1. A condition is a proposition; a unit test is one of its rows. Three passing tests certified three of sixteen inputs. The truth table certified all sixteen — and the bug lived in a row no test touched.
2. Precedence bugs hide in plain sight. $a \lor (o \land \neg\ell)$ and $(a \lor o) \land \neg\ell$ differ by one pair of parentheses and disagree on exactly the locked-admin rows. Make grouping explicit, then verify it.

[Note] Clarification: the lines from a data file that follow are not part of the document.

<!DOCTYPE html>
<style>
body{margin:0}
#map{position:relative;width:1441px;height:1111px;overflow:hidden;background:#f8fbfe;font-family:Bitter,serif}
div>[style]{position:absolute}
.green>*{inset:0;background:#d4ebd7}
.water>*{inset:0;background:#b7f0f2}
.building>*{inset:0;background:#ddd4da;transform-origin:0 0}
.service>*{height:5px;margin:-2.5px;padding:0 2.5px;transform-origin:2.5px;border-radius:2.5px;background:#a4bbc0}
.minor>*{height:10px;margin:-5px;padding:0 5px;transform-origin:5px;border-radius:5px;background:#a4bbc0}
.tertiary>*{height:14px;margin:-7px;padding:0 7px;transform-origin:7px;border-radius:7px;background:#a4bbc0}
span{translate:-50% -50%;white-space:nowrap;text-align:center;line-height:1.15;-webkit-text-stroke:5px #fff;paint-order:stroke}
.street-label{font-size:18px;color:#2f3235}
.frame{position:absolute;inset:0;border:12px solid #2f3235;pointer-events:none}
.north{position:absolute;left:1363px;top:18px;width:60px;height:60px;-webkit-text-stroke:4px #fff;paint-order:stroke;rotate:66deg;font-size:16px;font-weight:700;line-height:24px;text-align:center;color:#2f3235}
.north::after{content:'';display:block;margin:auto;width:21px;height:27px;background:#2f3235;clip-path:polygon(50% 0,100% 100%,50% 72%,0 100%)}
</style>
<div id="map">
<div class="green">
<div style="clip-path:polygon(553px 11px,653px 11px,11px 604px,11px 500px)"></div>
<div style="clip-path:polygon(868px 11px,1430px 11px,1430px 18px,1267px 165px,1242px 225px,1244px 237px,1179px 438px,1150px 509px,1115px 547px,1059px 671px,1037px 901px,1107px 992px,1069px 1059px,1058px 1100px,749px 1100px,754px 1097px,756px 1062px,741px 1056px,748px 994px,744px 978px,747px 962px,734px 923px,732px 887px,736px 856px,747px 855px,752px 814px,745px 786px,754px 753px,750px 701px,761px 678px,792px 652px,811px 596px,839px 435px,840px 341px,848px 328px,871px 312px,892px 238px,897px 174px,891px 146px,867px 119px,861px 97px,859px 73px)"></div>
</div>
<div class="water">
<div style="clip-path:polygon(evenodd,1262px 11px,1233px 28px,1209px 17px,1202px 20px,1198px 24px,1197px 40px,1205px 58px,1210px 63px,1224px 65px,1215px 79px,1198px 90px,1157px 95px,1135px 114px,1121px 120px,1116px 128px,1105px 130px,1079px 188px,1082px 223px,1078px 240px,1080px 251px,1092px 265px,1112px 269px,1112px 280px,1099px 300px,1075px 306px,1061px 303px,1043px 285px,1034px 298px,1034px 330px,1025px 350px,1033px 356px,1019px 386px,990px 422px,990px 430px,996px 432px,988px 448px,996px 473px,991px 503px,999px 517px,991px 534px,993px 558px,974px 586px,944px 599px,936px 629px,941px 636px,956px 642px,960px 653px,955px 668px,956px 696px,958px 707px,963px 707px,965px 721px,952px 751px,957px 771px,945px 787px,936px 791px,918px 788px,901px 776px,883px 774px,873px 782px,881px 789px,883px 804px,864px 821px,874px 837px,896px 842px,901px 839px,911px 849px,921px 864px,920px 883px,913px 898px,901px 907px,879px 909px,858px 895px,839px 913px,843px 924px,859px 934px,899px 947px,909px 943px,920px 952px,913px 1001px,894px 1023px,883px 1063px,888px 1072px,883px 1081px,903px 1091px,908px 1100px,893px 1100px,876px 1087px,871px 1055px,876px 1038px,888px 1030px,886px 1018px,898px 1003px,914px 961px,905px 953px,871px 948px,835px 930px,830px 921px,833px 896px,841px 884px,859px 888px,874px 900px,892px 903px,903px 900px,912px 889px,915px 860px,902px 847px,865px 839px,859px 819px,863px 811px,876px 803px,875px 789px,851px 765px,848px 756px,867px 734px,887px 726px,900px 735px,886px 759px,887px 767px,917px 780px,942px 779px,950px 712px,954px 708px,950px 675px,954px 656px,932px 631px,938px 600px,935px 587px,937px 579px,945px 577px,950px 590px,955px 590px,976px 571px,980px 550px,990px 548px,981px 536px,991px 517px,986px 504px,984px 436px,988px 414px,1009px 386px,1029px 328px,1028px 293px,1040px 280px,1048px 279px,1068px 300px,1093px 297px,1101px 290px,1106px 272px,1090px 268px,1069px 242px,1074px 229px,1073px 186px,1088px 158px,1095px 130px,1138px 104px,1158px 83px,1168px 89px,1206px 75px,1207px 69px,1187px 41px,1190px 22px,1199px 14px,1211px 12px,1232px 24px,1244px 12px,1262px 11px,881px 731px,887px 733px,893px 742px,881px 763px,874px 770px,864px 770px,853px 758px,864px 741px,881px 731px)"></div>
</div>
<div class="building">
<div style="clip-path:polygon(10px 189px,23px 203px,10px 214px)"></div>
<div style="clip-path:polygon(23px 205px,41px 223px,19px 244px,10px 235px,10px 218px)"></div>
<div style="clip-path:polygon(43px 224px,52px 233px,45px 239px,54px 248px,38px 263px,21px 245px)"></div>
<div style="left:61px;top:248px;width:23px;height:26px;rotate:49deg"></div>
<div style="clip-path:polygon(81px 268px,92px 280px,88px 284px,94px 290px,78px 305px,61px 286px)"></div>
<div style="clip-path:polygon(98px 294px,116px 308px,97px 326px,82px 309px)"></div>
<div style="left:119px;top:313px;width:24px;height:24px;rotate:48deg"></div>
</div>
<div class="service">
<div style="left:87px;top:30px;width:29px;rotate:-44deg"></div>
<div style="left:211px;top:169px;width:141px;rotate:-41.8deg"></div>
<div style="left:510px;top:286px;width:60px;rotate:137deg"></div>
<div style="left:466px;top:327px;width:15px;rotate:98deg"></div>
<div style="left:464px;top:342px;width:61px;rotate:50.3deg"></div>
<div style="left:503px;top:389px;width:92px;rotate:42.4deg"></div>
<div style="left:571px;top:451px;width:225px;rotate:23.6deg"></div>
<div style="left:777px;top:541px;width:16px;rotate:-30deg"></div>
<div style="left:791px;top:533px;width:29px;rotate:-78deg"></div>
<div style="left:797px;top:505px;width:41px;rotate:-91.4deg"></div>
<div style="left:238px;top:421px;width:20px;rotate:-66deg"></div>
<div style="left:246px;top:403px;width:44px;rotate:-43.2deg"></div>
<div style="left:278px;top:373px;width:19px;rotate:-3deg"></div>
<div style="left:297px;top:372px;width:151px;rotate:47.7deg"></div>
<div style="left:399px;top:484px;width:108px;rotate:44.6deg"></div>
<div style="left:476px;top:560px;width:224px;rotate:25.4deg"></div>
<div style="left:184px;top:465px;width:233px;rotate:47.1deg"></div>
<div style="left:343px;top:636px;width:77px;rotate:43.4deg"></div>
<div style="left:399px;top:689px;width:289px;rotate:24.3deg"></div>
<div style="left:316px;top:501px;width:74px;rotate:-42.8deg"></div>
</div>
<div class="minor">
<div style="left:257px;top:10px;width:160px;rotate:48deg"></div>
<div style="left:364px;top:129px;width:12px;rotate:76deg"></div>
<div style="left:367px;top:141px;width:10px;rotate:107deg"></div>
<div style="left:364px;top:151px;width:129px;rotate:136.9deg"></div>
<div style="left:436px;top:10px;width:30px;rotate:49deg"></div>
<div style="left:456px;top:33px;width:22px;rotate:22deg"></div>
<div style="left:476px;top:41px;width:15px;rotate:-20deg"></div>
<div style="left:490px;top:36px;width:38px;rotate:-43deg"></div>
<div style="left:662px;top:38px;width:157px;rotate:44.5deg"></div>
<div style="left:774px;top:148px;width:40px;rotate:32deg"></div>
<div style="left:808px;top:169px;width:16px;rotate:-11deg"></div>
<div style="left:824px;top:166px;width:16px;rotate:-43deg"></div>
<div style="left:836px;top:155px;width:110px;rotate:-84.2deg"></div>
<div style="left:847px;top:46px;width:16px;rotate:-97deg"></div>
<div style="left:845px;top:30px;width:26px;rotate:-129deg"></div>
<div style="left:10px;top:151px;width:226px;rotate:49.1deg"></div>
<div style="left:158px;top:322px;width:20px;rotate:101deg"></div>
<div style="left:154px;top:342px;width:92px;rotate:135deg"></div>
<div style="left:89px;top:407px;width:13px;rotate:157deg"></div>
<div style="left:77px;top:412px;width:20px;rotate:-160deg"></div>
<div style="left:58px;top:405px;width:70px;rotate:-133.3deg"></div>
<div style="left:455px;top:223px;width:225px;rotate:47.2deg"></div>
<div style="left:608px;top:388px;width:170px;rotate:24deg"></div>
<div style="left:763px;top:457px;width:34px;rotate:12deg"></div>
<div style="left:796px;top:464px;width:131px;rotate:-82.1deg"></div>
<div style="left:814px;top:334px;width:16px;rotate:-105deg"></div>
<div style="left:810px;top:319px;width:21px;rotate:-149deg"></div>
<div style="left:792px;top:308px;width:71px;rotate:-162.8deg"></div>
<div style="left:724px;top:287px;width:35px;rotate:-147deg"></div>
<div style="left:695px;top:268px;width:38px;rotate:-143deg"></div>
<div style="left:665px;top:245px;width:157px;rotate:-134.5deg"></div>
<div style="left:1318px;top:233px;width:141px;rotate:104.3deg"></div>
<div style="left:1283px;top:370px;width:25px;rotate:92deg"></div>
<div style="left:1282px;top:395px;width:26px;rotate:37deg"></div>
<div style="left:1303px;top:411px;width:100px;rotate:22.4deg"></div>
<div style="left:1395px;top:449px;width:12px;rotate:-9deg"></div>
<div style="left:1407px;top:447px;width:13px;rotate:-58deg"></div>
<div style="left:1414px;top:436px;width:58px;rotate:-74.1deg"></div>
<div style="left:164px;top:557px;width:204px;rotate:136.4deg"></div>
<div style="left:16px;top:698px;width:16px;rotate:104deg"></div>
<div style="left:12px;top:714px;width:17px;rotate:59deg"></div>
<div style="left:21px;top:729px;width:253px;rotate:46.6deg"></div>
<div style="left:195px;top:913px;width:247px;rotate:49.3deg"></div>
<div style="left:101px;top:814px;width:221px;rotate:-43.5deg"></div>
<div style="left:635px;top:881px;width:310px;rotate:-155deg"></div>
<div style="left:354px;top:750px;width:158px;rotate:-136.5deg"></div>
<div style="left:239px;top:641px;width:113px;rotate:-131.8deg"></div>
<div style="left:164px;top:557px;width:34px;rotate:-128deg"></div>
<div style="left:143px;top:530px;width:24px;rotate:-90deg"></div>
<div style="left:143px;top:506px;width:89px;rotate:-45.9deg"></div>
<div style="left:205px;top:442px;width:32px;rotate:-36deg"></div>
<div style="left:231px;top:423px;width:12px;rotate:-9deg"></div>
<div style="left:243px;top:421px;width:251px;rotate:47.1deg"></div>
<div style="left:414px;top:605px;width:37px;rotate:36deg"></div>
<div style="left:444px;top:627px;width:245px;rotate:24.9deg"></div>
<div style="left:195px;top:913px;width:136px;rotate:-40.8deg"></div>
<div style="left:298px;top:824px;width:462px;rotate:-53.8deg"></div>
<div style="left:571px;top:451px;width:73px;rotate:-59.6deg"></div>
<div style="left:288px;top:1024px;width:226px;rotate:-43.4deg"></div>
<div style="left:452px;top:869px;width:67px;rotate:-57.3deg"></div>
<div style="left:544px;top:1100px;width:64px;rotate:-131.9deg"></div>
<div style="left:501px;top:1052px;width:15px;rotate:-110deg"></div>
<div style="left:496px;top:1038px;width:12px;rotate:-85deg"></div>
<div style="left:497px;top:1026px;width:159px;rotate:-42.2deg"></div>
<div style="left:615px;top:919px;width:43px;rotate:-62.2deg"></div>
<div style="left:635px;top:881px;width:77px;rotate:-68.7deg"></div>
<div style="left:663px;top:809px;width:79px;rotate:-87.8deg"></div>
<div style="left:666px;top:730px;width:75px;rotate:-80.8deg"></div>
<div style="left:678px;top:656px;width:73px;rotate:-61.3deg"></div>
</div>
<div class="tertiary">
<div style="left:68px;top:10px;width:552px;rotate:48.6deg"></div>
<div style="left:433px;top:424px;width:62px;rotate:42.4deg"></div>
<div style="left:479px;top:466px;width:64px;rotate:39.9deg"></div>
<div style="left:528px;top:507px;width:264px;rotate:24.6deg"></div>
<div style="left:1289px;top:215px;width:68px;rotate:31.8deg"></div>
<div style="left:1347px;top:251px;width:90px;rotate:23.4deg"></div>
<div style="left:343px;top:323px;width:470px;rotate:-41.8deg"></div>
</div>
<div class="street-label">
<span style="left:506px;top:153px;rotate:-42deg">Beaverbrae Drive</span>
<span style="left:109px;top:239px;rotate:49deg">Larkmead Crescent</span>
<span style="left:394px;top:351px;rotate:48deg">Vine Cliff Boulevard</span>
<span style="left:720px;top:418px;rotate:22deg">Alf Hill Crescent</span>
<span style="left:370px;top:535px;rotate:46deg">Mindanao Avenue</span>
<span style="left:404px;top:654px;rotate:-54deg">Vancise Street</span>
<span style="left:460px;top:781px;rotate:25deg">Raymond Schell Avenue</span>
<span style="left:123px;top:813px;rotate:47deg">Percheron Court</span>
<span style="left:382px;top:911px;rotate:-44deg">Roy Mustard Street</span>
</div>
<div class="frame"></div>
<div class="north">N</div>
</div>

3. De Morgan turns "when is it satisfied?" into "when is it violated?" Computing $\neg D$ — and the over-permission set $C \land \neg D$ — is the standard way to prove where a guard leaks.
4. Equivalence is what makes a refactor safe. The guard-first rewrite was provably the same policy by the commutative law; that is a guarantee no test can give. And short-circuit evaluation can make one equivalent form cheaper than another — logic settles truth, not cost.